Well, not quite. This is true if the matter on the outside of that sphere is perfectly isotropic: the same in every direction.

In this situation, that requirement is not needed, as the effects of super-horizon matter that is different in different directions actually cancel out. I'd have to look up the exact physical effect at work here, but it shouldn't really be a surprise: if there was a measurable effect, then we'd be able to obtain information about the structure of the universe beyond our visible universe, which would be an indication of information traveling faster than light, which can't happen.

Ich said:
OMG. Topology.
Just let me stipulate that the topology is R³ on the scales we (Bunn, Wallace, and I) are talking about, and forget about that paper. If someday they find out that Andromeda is the Milky Way, I'll be the first to send the author my apologies.
The paper made no assumptions about the scale of the overall topology. It could well be orders of magnitude greater than our visible universe that it wraps back on itself.

Now, granted, this inconsistency doesn't mean that you can't go to the Newtonian approximation to try to get a feel for the physical interpretation of these variables. But it does mean that the physical description of expanding space is more correct than the Newtonian approximation (because when you insert expanding space into the Newtonian approximation, the contradiction disappears).
 
  • #44
So the question was
But how are we sure that is the case, and redshifts are not due to the gravitational pull of all those objects that lie between us and the observed objects?
And the answer should be
marcus said:
It seems appropriate here to give the basic equation for expansion redshift, what in cosmology discussions is often simply called redshift.
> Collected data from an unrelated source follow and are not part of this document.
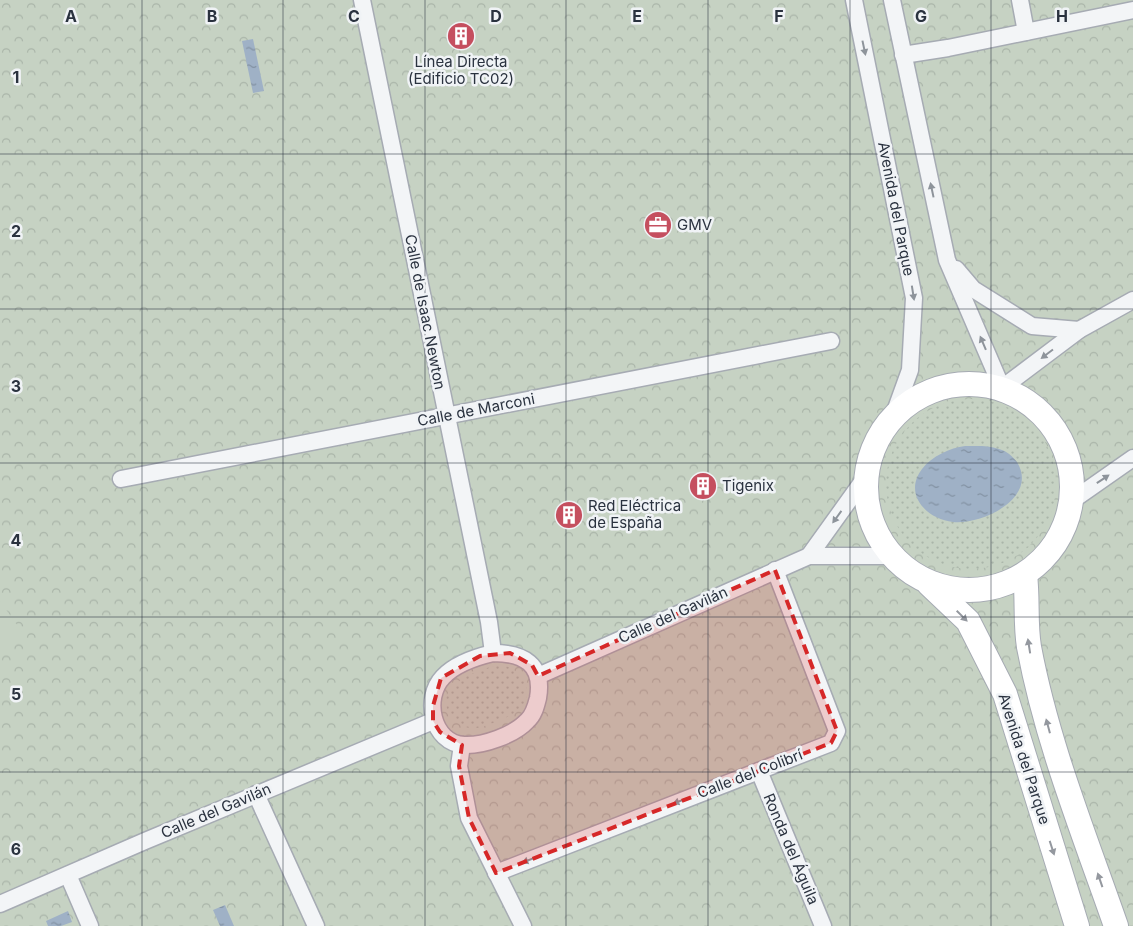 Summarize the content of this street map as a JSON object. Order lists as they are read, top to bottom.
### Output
{
  "streets": {
    "street": [
      "Avenida del Parque",
      "Calle de Isaac Newton",
      "Calle de Marconi",
      "Calle del Gavilán",
      "Calle del Colibrí",
      "Ronda del Águila"
    ]
  },
  "crossings": [
    ["Calle de Isaac Newton", "Calle de Marconi"],
    ["Calle de Isaac Newton", "Calle del Gavilán"],
    ["Calle del Gavilán", "Calle del Colibrí"],
    ["Calle del Colibrí", "Ronda del Águila"]
  ],
  "one_way": ["Calle del Colibrí"],
  "places": {
    "building": ["Línea Directa (Edificio TC02)", "Tigenix", "Red Eléctrica de España"],
    "office": ["GMV"]
  },
  "grid": {
    "columns": [
      "A",
      "B",
      "C",
      "D",
      "E",
      "F",
      "G",
      "H"
    ],
    "rows": [
      "1",
      "2",
      "3",
      "4",
      "5",
      "6"
    ]
  }
} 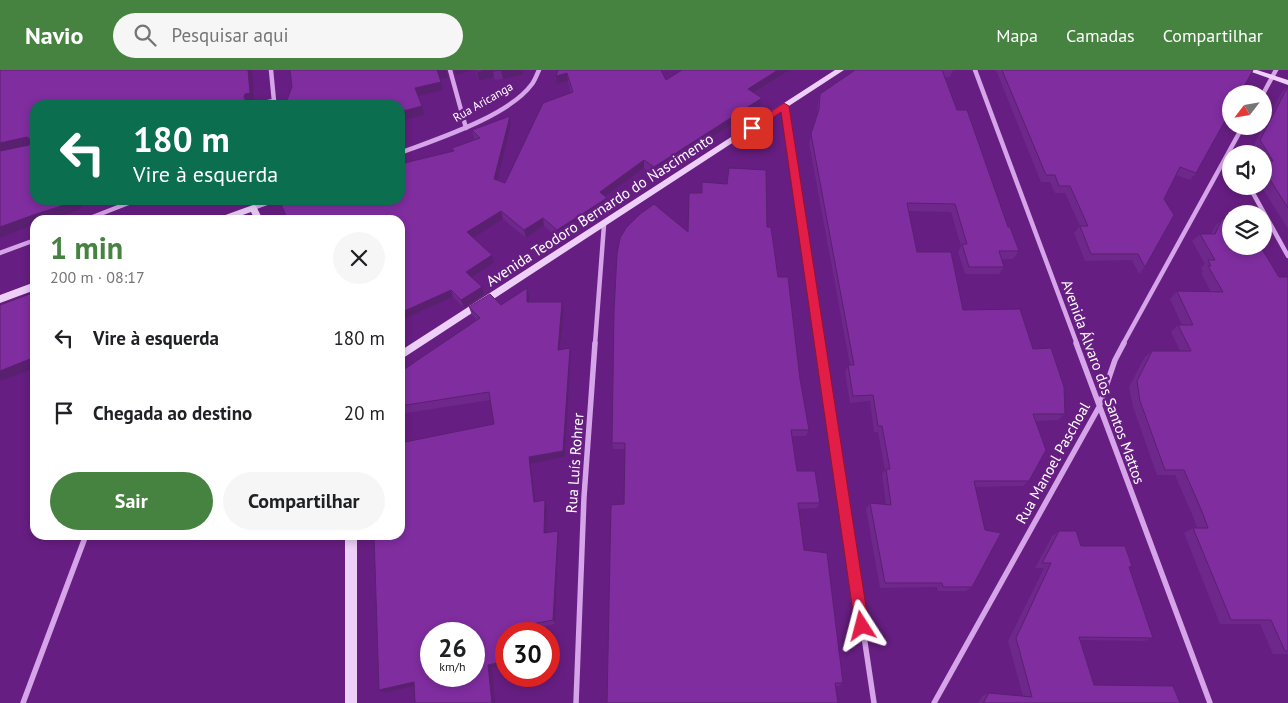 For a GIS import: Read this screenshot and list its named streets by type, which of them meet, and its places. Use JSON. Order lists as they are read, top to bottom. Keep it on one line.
{"streets":{"street":["Rua Aricanga","Avenida Teodoro Bernardo do Nascimento","Avenida Álvaro dos Santos Mattos","Rua Luís Rohrer","Rua Manoel Paschoal"]},"crossings":[["Avenida Teodoro Bernardo do Nascimento","Rua Luís Rohrer"],["Avenida Álvaro dos Santos Mattos","Rua Manoel Paschoal"]],"north":"bottom left","page":{"header":"Navio","search":"Pesquisar aqui","nav":["Mapa","Camadas","Compartilhar"],"turn":["180 m","Vire à esquerda"],"heading":["1 min","200 m · 08:17"],"list":[{"name":"Vire à esquerda","value":"180 m"},{"name":"Chegada ao destino","value":"20 m"}],"buttons":["Sair","Compartilhar"],"speed":"26 km/h","limit":"30"}} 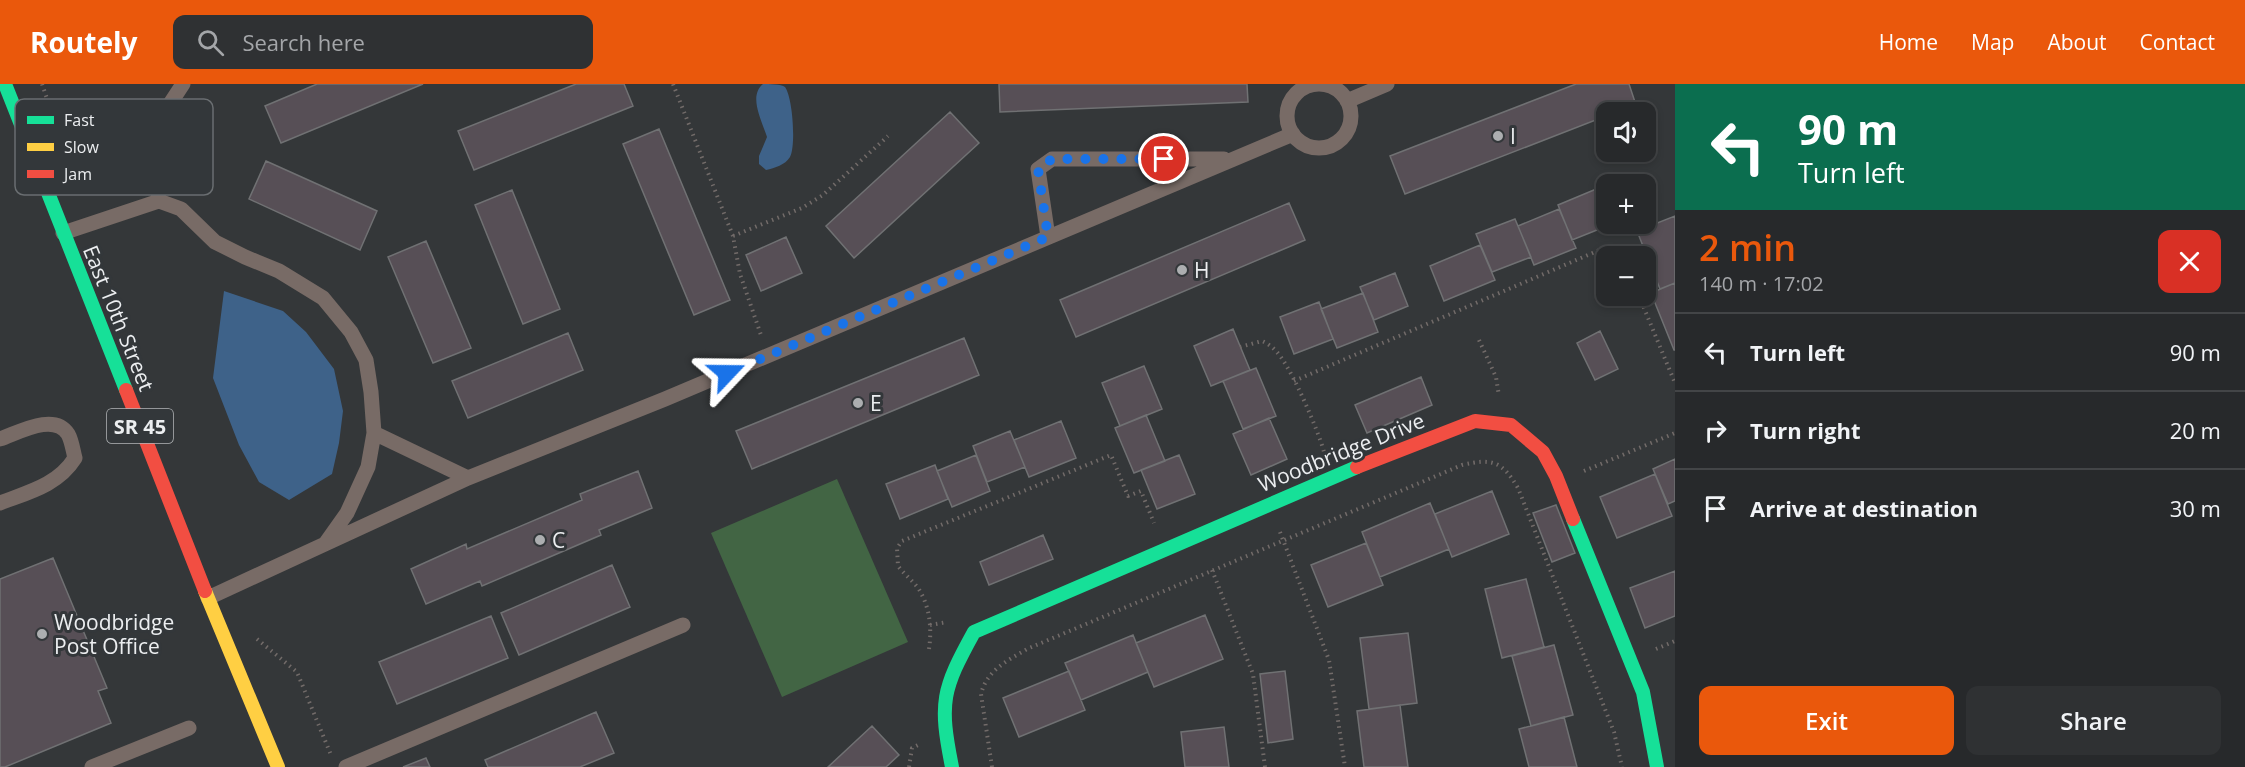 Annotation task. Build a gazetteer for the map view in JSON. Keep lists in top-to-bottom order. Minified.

And to confirm the correlation between the increase in distances and the increase in wavelength (i.e. how scalefactor ratio relates to wavelength ratio 1+z).
??
Seems like missing the point.
We then had what I think was a simple and helpful response, by Sylas
Yeah. But it was wrong. (Just to make sure: I enjoy sylas's posts. I'm glad to have him here, this is nothing personal.)
But somehow, what was said (for example by Chalnoth) was misunderstood, or misinterpreted.
...or wrong (#5, 17, 19, 20, 33).
The fact is, such analogies do not immediately "go with" the mention of comoving distance, the type of distance used in stating the Hubble law v = Hd.
They do. Or how do you explain the fact that, when asked to explain Brooklyn's stability, people start handwaving, mentioning everything from quantum mechanics to binding forces stronger than expansion, instead of simply stating that there is no reason whatsoever for Brooklyn to expand.
Shouldn't we be able to use the word "expansion" without this being admonished, sermonized, treated as a bugaboo?
I see. Sorry, I didn't mean to persecute you with my agenda.
I think we will get along just fine as long as you're not telling newbies that galaxies aren't moving. Inform me when I get annoying.
Chalnoth said:
Well, not quite. This is true if the matter on the outside of that sphere is perfectly isotropic: the same in every direction.
Isotropy given, do you agree then?
Now, granted, this inconsistency doesn't mean that you can't go to the Newtonian approximation to try to get a feel for the physical interpretation of these variables.
So the local Newtonian approximation is also declared valid?
But it does mean that the physical description of expanding space is more correct than the Newtonian approximation (because when you insert expanding space into the Newtonian approximation, the contradiction disappears).
Well, the description "maybe there's something going on" is even more correct, as it is consistent with a vast bigger number of cosmologies than the other two.
You see, if you have to describe quasistatic phenomena, static coordinates are most useful. If you have to describe global expansion, you'll choose cosmological coordinates.
Applying the former when topology becomes important can bring you in deep trouble.
Applying the latter to solar system physics is also a catastrophe.
The difference is that I know of no paper spreading misconceptions about the former case, while the latter still is deeply ingrained.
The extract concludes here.